:: Directions ::
Restate the records word for word. Include no pictures.

━━━ Record extracts ━━━

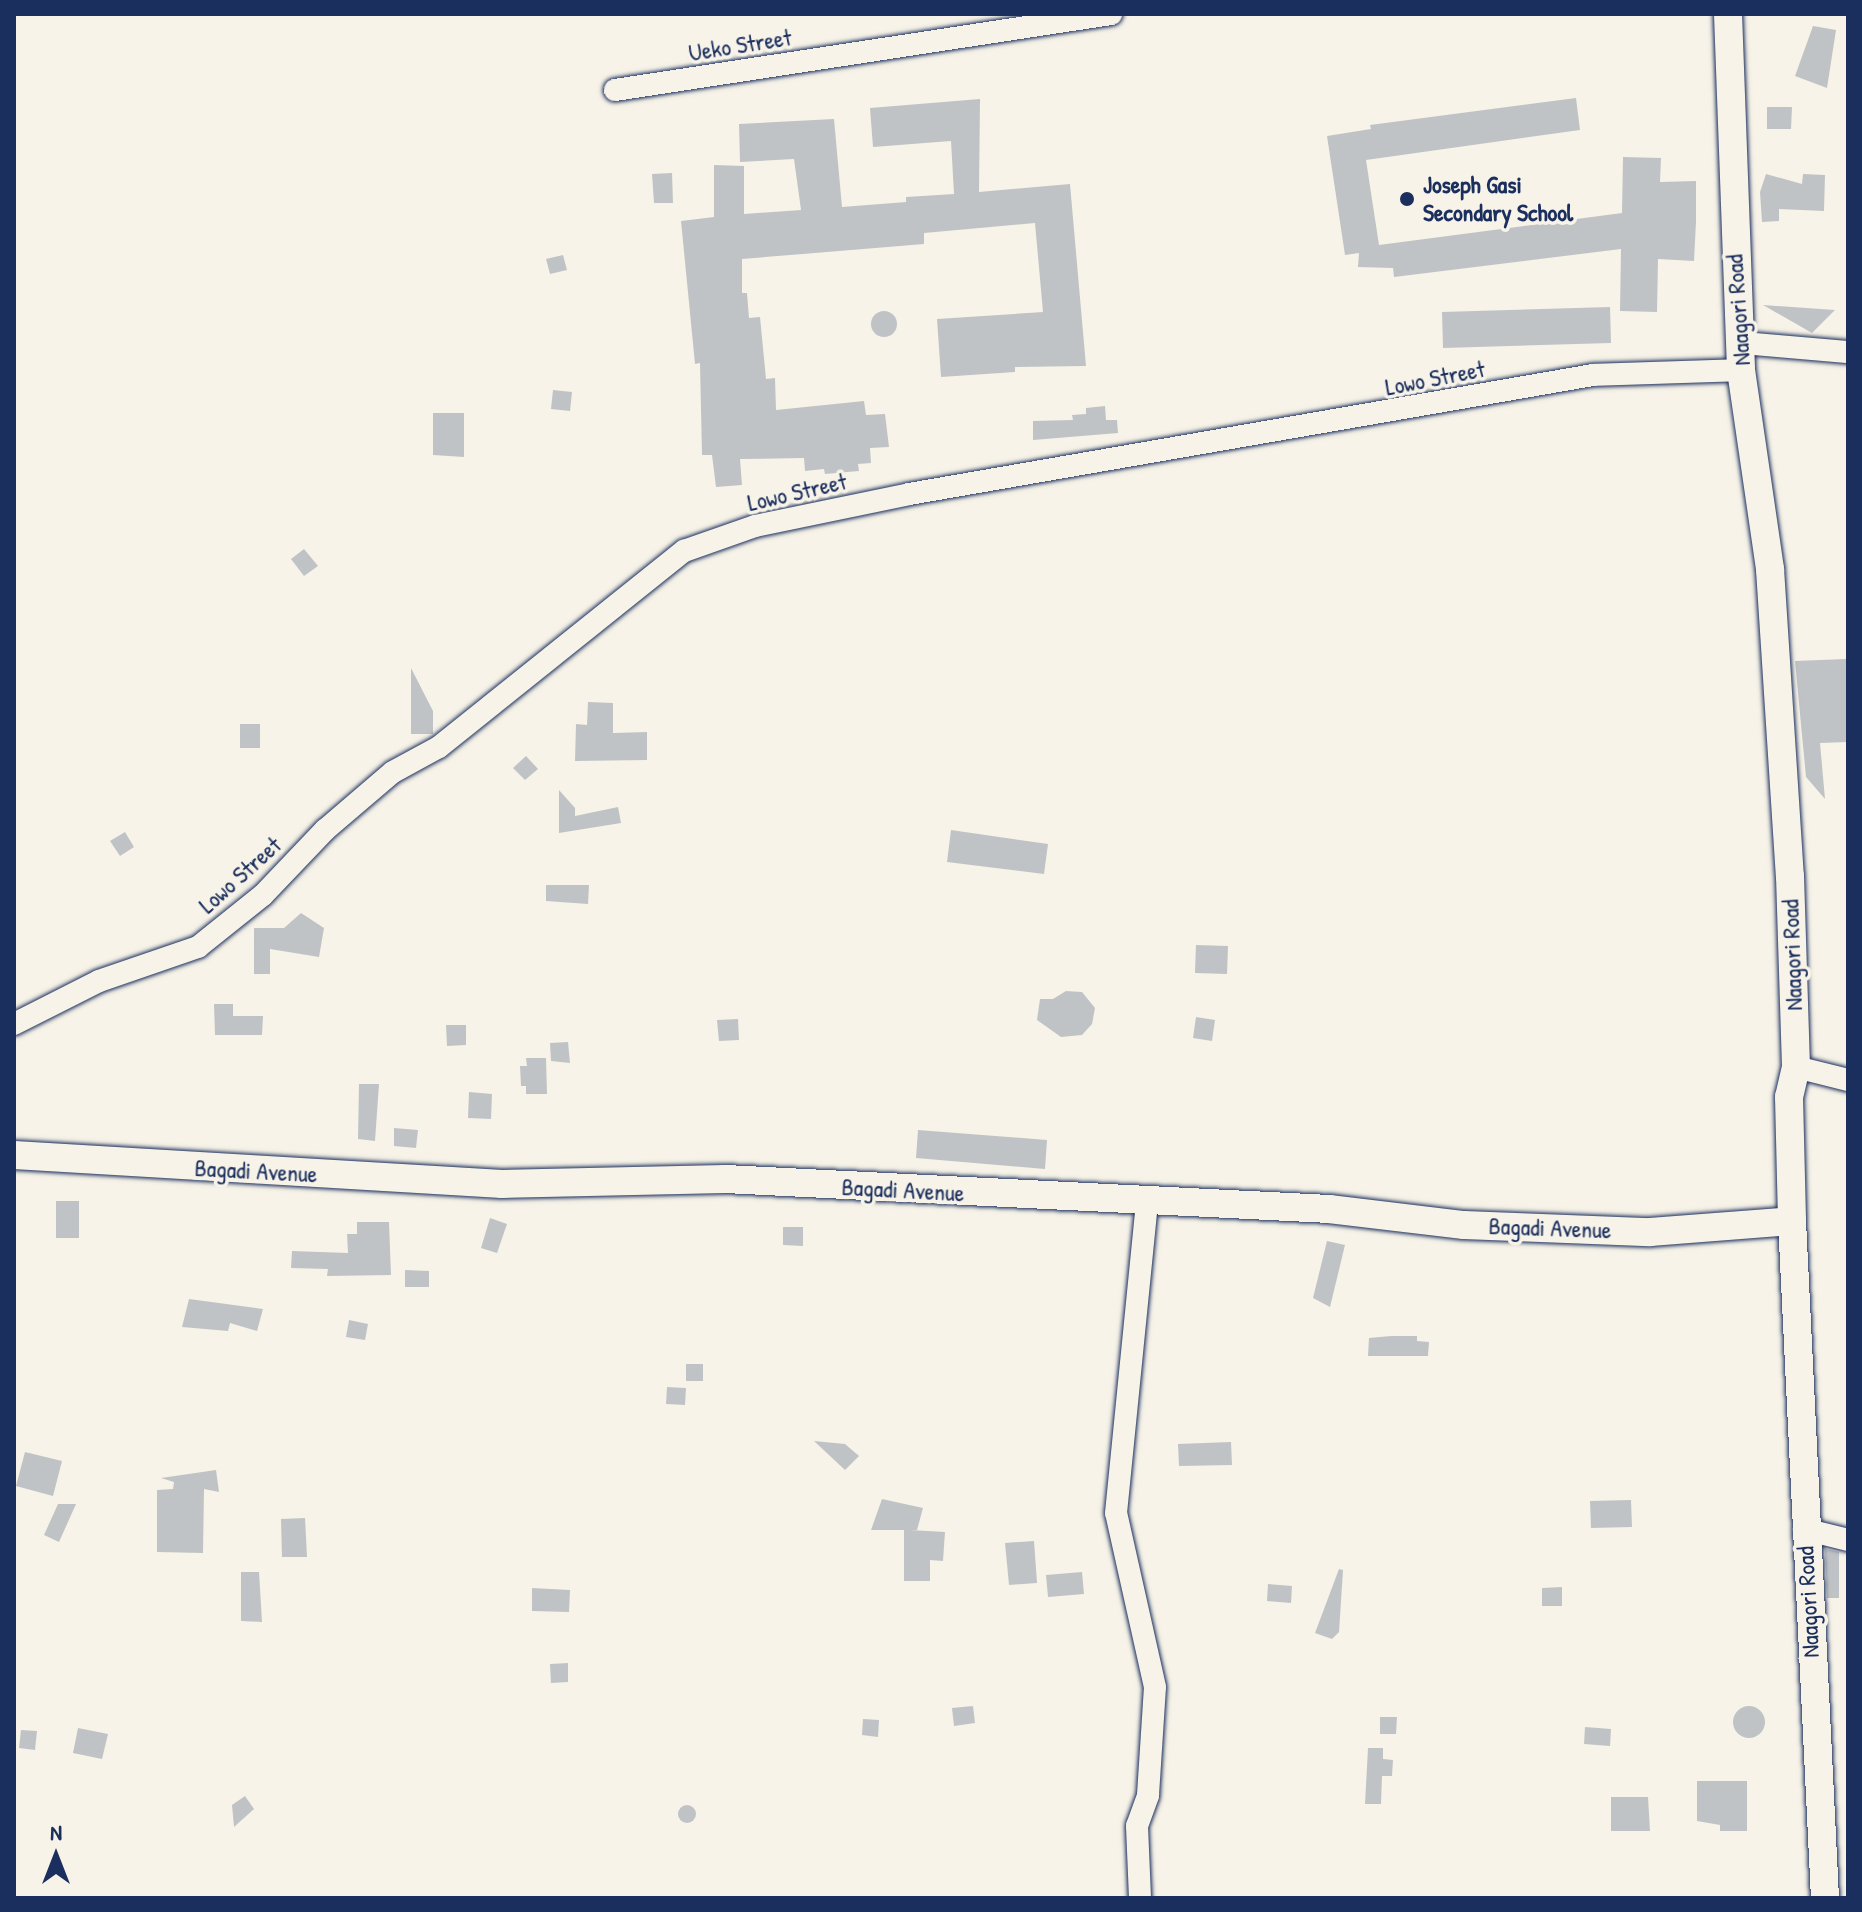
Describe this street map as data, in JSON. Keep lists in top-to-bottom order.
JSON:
{
  "streets": {
    "street": [
      "Ueko Street",
      "Naagori Road",
      "Lowo Street",
      "Bagadi Avenue"
    ]
  },
  "crossings": [
    ["Naagori Road", "Lowo Street"],
    ["Naagori Road", "Bagadi Avenue"]
  ],
  "places": ["Joseph Gasi Secondary School"],
  "north": "top"
}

━━━

:: Exercise result ::
Describe this street map as data, in JSON. Keep lists in top-to-bottom order.
JSON:
{
  "streets": {
    "street": [
      "Ueko Street",
      "Naagori Road",
      "Lowo Street",
      "Bagadi Avenue"
    ]
  },
  "crossings": [
    ["Naagori Road", "Lowo Street"],
    ["Naagori Road", "Bagadi Avenue"]
  ],
  "places": ["Joseph Gasi Secondary School"],
  "north": "top"
}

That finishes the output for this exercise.